Sprints: PyCon2012 - ShuaiYAN/ipython GitHub Wiki
- Where: PyCon 2012, Santa Clara
- When: March 12-15
- What: Let's sprint on prototyping memory efficient infrastructure tools suitable for distributed, short-lived CPU-bound iterative numerical analysis on small to medium sized clusters.
-
Who:
- Olivier Grisel (scikit-learn)
- Min Ragan-Kelley (IPython)
- Fernando Perez (IPython)
- Wes McKinney (Pandas & statsmodels)
- David Cournapeau (SciPy)
- Timmy Wilson (scikit-learn)
- Subhodeep Moitra ([email protected])
- Clay Woolam
- Jake Vanderplas (scikit-learn - March 12 only)
Low overhead means:
- do not force copy of intermediate data to hard drive if the data can fit in memory and if it would hurt performance of the whole process.
- do not copy big data chunks from kernel space to user space when not necessary so as to limit GC overhead and working memory exhaustion
- adding a second node should decrease the runtime of single node (once the machine is up and running)
- it should bring value when used in interactive data exploration sessions with IPython
- long term fault tolerant storage with replicated data and checksummed files
- fault-tolerance of computational nodes while processing jobs (the duration and number of nodes should be small enough to make this unlikely)
- support for unstructured (e.g. raw text) or sparse numerical data (e.g. Compressed Sparse Rows) that are not as trivially partitionable and "memmappable" as numpy arrays (would be nice to add support for those later though).
- support for Pregel-style distributed graph processing (e.g. PageRank, transitive closures...).
Let's drive the design of this PoC with some real need expressed by sprint participants:
Generic data manipulation / exploration (e.g. with Pandas) use cases:
- Distributed time series alignment between 2 (or more) large transaction logs "joined" by time codes.
- Distributed data aggregation operations, e.g. a distributed variant of Pandas GroupBy
- Distributed & streaming implementation of computation of means, variance and other statistical moments.
Machine learning related use cases (e.g. with scikit-learn):
- Embarrassingly parallel implementation of Sparse Coding with a fixed dictionary (for non linear feature extraction)
- Distributed implementation of (A)SGD on a partitioned training set with non blocking averaging using message passing.
- IPython.parallel & ZeroMQ (suitable for low latency small to medium transfer of data in user space)
- https://github.com/traviscline/gevent-zeromq/ (more low-level speed)

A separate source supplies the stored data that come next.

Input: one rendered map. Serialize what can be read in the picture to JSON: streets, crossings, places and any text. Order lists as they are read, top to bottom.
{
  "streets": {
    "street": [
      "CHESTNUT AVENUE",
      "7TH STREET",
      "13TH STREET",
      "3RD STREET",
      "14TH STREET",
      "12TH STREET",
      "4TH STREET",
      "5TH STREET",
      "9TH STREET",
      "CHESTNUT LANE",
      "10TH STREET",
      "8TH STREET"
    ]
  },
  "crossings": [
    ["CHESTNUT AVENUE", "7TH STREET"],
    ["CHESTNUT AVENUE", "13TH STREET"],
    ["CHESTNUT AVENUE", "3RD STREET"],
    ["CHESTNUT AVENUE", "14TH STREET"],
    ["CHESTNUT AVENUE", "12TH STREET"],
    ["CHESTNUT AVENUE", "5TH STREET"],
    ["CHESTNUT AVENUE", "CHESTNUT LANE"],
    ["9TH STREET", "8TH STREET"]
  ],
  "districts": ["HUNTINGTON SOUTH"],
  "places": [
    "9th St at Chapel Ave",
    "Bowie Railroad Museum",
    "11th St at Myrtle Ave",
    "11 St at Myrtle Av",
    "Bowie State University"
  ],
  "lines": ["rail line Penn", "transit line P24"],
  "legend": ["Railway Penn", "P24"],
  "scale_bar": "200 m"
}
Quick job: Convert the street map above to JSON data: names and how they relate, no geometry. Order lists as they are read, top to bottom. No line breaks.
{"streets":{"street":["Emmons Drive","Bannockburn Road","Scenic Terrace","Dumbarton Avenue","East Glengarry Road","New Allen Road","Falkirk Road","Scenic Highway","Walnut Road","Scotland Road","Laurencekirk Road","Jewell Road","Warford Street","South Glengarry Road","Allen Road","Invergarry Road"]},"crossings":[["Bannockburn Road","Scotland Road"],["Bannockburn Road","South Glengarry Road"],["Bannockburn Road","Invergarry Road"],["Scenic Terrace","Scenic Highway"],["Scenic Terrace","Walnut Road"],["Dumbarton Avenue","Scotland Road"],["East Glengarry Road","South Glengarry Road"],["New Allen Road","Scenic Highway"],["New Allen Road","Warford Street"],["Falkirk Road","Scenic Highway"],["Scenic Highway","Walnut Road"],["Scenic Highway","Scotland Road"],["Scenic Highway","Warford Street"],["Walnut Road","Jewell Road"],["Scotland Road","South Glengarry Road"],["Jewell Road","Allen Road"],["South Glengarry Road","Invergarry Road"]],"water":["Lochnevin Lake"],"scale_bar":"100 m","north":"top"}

- numpy memmapped arrays: let the Linux kernel handle the disk access efficiently and free working memory from unused data
- the UNIX sendfile syscall for sending partitioned memmapped files around the cluster without loading stuff in the user space.
- Compressed numpy arrays, for instance using carray to speed up both disk / memory access and network transfers.
- Some kind of notion of partitioned array datastructure build on top of memmapped arrays + shared metadata for leveraging data locality on the cluster to limit the amount of data transferred over the network. We should steal the good ideas of Spark RDDs (resilient distributed datasets) or the FlumeJava API. However we don't necessary need to address resiliency in this first iteration.
- Hadoop AllReduce and Terascale Learning - blob post by John Langford on large scale distributed machine learning (1k nodes)
- Spark: a Scala framework for distributed, iterative analytics with a high level dataset oriented API and explict in-memory caching of intermediate results
- Is Teaching MapReduce Healthy for Students? Opinion blog post on the suitability of MapReduce for teaching distributed computing.
- Get ssh access to a small (~10-20 nodes) cluster for all participants. Fernando will do this.